- _Assigned task_
Reproduce every line in the material below that holds "Holland".
Start of Provided data
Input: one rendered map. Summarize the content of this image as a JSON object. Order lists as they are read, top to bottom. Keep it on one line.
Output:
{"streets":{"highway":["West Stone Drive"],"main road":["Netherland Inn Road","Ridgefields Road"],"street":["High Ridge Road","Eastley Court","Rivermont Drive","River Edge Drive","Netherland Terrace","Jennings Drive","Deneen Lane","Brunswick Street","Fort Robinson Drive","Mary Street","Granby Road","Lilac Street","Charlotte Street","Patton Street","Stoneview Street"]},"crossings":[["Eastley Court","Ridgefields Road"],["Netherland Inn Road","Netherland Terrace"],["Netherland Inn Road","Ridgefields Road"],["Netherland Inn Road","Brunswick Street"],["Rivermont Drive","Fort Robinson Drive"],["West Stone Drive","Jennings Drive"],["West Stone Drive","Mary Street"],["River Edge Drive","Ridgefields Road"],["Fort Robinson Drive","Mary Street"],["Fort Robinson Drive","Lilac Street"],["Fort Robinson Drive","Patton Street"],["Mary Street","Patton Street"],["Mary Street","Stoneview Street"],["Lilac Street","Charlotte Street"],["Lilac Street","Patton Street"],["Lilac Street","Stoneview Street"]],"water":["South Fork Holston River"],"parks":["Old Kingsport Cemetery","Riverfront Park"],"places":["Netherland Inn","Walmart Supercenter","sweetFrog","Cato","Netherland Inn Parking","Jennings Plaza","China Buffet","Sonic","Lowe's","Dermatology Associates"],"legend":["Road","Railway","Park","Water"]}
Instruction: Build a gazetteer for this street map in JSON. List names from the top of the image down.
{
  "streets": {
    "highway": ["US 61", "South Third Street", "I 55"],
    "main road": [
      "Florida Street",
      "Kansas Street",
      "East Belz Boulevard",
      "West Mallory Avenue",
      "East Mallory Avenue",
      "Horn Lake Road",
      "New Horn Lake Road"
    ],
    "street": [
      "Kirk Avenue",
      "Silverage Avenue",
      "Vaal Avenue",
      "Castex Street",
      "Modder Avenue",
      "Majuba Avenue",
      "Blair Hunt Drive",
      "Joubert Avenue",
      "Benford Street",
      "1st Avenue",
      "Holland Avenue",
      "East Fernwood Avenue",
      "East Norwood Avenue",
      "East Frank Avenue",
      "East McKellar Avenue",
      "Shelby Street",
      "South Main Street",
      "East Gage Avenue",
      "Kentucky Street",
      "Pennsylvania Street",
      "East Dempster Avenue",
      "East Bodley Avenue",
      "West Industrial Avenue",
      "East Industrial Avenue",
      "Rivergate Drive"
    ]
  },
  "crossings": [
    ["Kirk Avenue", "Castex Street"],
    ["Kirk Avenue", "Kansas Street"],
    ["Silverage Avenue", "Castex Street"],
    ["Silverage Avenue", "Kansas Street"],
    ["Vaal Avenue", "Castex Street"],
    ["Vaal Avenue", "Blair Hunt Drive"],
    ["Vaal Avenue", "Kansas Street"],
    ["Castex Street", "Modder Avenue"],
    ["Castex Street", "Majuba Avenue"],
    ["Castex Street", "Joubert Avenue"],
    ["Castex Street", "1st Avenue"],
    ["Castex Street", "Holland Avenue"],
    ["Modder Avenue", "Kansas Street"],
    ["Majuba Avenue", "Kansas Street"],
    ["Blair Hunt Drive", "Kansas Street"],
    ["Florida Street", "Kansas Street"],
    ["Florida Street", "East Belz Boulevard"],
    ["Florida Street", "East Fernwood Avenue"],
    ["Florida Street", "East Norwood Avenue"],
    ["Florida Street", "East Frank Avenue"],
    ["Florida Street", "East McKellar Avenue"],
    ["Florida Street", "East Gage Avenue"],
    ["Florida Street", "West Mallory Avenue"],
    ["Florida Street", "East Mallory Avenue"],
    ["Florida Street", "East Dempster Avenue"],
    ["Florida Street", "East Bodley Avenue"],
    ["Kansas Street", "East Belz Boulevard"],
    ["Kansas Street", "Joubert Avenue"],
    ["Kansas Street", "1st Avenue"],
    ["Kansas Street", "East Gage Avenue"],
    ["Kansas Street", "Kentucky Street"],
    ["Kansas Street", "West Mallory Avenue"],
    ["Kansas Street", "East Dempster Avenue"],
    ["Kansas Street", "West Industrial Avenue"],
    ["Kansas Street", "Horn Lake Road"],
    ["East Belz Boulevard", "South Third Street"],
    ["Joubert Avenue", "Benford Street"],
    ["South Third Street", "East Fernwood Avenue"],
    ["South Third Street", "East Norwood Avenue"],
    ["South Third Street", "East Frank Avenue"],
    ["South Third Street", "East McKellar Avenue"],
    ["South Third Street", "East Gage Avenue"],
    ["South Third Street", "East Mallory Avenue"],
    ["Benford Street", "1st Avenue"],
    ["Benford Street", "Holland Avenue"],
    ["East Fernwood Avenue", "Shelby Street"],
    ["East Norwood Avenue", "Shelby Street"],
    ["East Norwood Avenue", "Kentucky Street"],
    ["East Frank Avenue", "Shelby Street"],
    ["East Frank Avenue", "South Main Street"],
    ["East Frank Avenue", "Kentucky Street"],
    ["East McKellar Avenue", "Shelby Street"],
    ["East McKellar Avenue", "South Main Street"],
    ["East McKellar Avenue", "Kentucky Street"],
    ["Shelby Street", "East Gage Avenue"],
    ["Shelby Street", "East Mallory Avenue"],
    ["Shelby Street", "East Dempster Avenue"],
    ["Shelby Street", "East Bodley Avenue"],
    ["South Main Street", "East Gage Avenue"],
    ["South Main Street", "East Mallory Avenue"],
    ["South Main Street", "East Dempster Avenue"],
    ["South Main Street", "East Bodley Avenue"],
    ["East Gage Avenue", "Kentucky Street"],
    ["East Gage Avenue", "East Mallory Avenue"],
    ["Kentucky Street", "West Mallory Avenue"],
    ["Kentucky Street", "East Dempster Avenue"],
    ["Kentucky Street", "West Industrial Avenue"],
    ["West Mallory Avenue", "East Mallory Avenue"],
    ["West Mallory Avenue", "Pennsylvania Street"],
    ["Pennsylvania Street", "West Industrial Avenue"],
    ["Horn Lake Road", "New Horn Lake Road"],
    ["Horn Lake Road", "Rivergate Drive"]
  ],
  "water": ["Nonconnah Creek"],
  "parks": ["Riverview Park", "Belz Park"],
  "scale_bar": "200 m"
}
End of Provided data
- _Expected answer_
      "Holland Avenue",
    ["Castex Street", "Holland Avenue"],
    ["Benford Street", "Holland Avenue"],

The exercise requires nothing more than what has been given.